Trois peintres de la Figure. Proximité du tableau, II (2024) prolonge l’exploration de la proximité par l’analyse de trois œuvres figuratives, pour dégager une grammaire de la figure, du contour à la chair picturale, et préciser l’éthique du voir. Trois peintres de la Figure, deuxième volume de Proximité du tableau, se concentre sur l'analyse de trois peintres contemporains qui ont maintenu la pratique de la figuration dans un contexte artistique dominé par l'abstraction puis par l'art conceptuel. Le livre examine Bacon, Freud et Auerbach en montrant comment chacun invente une modalité spécifique de représentation de la figure humaine qui ne relève ni du réalisme traditionnel ni de l'expressionnisme émotionnel. Audi analyse comment Bacon déforme systématiquement les corps qu'il représente en les soumettant à des torsions et des liquéfactions qui révèlent la vulnérabilité et la précarité de l'existence incarnée. Les corps baconiens ne possèdent pas la stabilité que la tradition picturale conférait à la figure humaine, ils sont saisis dans des moments de cris, de spasmes, d'effondrements qui les rapprochent de la viande animale.
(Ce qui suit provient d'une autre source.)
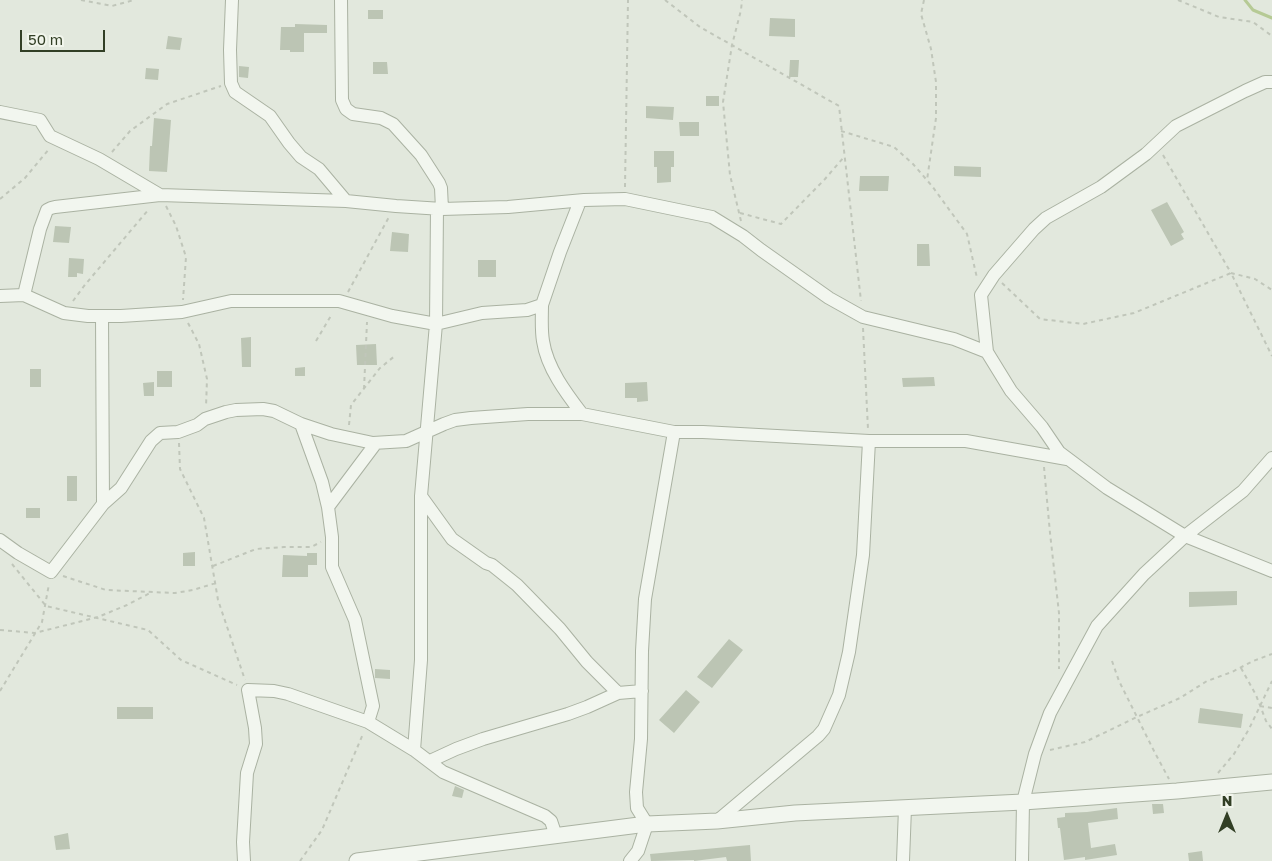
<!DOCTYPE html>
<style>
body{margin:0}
#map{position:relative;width:1272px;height:861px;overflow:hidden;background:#e2e8dd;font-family:"Golos Text",sans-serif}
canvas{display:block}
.north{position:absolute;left:1202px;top:791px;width:50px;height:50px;-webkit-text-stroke:4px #f1f5ec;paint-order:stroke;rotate:0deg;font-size:14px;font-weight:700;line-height:20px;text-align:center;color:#323f25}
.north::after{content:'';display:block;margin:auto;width:18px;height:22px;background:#323f25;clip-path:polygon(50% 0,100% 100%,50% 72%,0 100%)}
.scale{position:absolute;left:20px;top:30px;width:85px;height:22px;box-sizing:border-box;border:2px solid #323f25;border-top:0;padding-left:6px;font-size:15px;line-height:18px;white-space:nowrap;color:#323f25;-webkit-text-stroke:4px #f1f5ec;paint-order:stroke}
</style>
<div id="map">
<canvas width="1272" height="861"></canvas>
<div class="north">N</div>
<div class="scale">50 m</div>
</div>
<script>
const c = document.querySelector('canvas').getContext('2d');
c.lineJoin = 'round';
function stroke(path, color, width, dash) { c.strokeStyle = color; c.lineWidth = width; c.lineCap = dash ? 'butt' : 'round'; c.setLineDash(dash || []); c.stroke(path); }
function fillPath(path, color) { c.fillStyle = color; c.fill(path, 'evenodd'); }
stroke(new Path2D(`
 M1245 0 1253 10 1272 18`), '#b6ca95', 3);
fillPath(new Path2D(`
 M368 10H383V19H368Z
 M770 18 795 19V37L769 36Z
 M295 24 327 25V33H304V52H290V50H280L281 27H295Z
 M168 36 182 38 180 50 166 49Z
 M790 60H799L798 77H789Z
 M373 62H387L388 74H373Z
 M239 66 249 67 248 78 239 77Z
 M146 68 159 69 158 80 145 79Z
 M706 96H719V106H706Z
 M646 106 674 107 673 120 646 118Z
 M154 118 171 120 167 172 149 171 150 146H152Z
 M679 122H699V136H680Z
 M654 151H674V167H671V182L657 183V167H654Z
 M954 166 981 167V177L954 176Z
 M860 176H889L888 191H859Z
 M1167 202 1184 232 1181 234 1184 239 1171 246 1151 210Z
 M55 226 71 227 69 243 53 242Z
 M392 232 409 234 408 252 390 251Z
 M917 244H929L930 266H917Z
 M69 258 84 259 83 274 77 273V277H68Z
 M478 260H496V277H478Z
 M251 337V367H242L241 338Z
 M376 344 377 365H357L356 345Z
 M305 367V376H295V368Z
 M30 369H41V387H30Z
 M157 371H172V387H157Z
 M934 377 935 386 903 387 902 378Z
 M154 382V396H144L143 383Z
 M647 382 648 401 637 402V398H625V383Z
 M67 476H77V501H67Z
 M26 508H40V518H26Z
 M195 552V566H183V553Z
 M307 553H317V565H308V577H282L283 555 307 556Z
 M1237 591V605L1189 607V592Z
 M729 639 743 650 712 688 697 677Z
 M375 669 390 670V679L375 678Z
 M686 690 700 702 674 733 659 720Z
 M117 707H153V719H117Z
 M1200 708 1243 714 1241 728 1198 723Z
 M455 786 464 790 462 798 452 796Z
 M1152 804H1163L1164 813 1153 814Z
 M1117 808 1118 819 1088 823 1091 848 1115 844 1117 855 1085 860V857L1064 860 1060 828H1058L1057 818 1065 817V813L1087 812Z
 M68 833 70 849 56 850 54 836Z
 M750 845 751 861H727L726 857 694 861V860L651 861 650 854Z
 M1202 851 1203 861H1189L1188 853Z`), '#bcc5b4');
const minor = new Path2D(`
 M232 0 230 50 231 83 235 92 270 116 289 143 301 157 319 169 346 201
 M341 0 342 100 346 109 353 114 381 118 393 124 421 155 439 183 441 188 442 209
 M0 112 40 120 50 136 99 159 160 195
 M437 208 436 324 421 496 452 539 486 563 492 565 517 585 560 629 587 662 618 693 642 691
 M24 295 64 313 88 316H121L182 312 231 301H339L392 316 436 324 482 313 527 310 542 305 560 252 580 201
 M0 296 24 295 40 229 47 210 51 208 55 207 160 195 346 201 396 206 442 209 508 207 584 200 625 199 707 216 712 217 743 236 761 250 829 298 863 317 954 339 987 352 1011 391 1042 427 1059 452 1107 488 1185 536 1272 571
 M542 305C542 317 541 329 543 341 547 368 566 393 582 414
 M102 316 103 504
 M987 352 981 295 994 275 1034 229 1046 218 1101 187 1146 154 1176 126 1245 91 1265 82H1272
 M301 424 322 482 328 507 332 537V567L355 620 373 706 368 722
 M328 507 376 443
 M0 540 18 553 51 572 103 504 121 488 151 441 160 433 178 432 197 425 205 419 226 412 236 410 263 409 274 411 301 424 331 434 373 443 406 441 444 424 455 420 471 418 528 414H582L674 432H703L869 441H966L1067 459
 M414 750 421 660V496
 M430 761 456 749 483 739 568 714 587 707 618 693
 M717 821 818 736 824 729 839 695 849 652 863 555 869 441
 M244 861 243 842 247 773 256 744 255 728 248 690 274 691 288 694 368 722 414 750 443 772 545 816 551 821 556 836
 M630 861 638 851 647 824 637 808 636 792 641 739 642 651 645 599 674 432
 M903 861 905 808
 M1022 861 1023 802 1035 754 1050 713 1097 626 1144 574 1185 536 1243 491 1272 458`);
const tertiary = new Path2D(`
 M357 861 647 824 717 821 795 813 1023 802 1177 791 1272 782`);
stroke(minor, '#aab2a2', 14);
stroke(tertiary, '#aab2a2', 17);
stroke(new Path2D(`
 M81 0 112 6 134 0
 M665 0 700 27 839 106 861 301
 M924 0 921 14 931 49 936 82V118L927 180
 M1178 0 1219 17 1253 22 1272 36
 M841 131 894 147 913 164 932 186 967 234 977 278
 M112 152 130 131 167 104 221 86
 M1163 155 1231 273 1255 279 1272 290
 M625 187 628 0
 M0 199 25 178 49 149
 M166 206 176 226 186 257 183 300
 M740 213 781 224 825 179 844 157
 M741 221 730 175 723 102 732 45 741 10 742 0
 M1002 283 1040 319 1083 324 1134 313 1231 273 1272 356
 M348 292 389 217
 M73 301 84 286 149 209
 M188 323 199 344 207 379 206 407
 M863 328 868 429
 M316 341 332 314
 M364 389 367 322
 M349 425 351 405 380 368 396 355
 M179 443 180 469 204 518 218 600 245 680
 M1044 467 1050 533 1059 613V669
 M12 564 46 606 148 630 181 660 237 685
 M213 566 256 549 284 547H311L321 542
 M63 576 106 590 175 593 193 590 216 583
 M0 630 35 633 98 617 127 605 150 593
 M1112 661 1119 681 1155 753 1169 779
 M1241 668 1256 695 1266 721 1272 729
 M0 691 42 622 49 584
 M1260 706 1272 708
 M1050 750 1085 742 1137 717 1180 698 1207 681 1232 672 1253 661 1272 654
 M1218 773 1234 754 1249 729 1272 681
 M300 861 322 830 363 734`), '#c0c6ba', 2, [4, 4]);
stroke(minor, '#f2f6ef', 12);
stroke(tertiary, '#f2f6ef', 15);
</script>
Le livre examine comment Freud développe une pratique opposée qui consiste à peindre les corps avec une attention minutieuse aux détails de la chair, des plis de la peau, des volumes musculaires qui confère une présence massive et presque oppressante aux figures représentées. La figuration freudienne ne cherche pas la beauté idéale mais l'exactitude charnelle qui respecte les imperfections et les particularités de chaque corps. Audi analyse comment Auerbach élabore une technique qui accumule d'épaisses couches de peinture qui sculptent littéralement la surface du tableau en créant un relief qui fait saillie hors du plan. Les figures d'Auerbach émergent difficilement de cette matière picturale accumulée comme si elles luttaient pour accéder à la visibilité. Le livre montre que ces trois pratiques partagent un refus de la représentation conventionnelle qui prétend rendre présent le modèle de manière transparente, elles affirment au contraire l'opacité constitutive de la représentation picturale qui ne donne jamais directement accès au réel mais le reconstruit à travers la médiation matérielle de la peinture.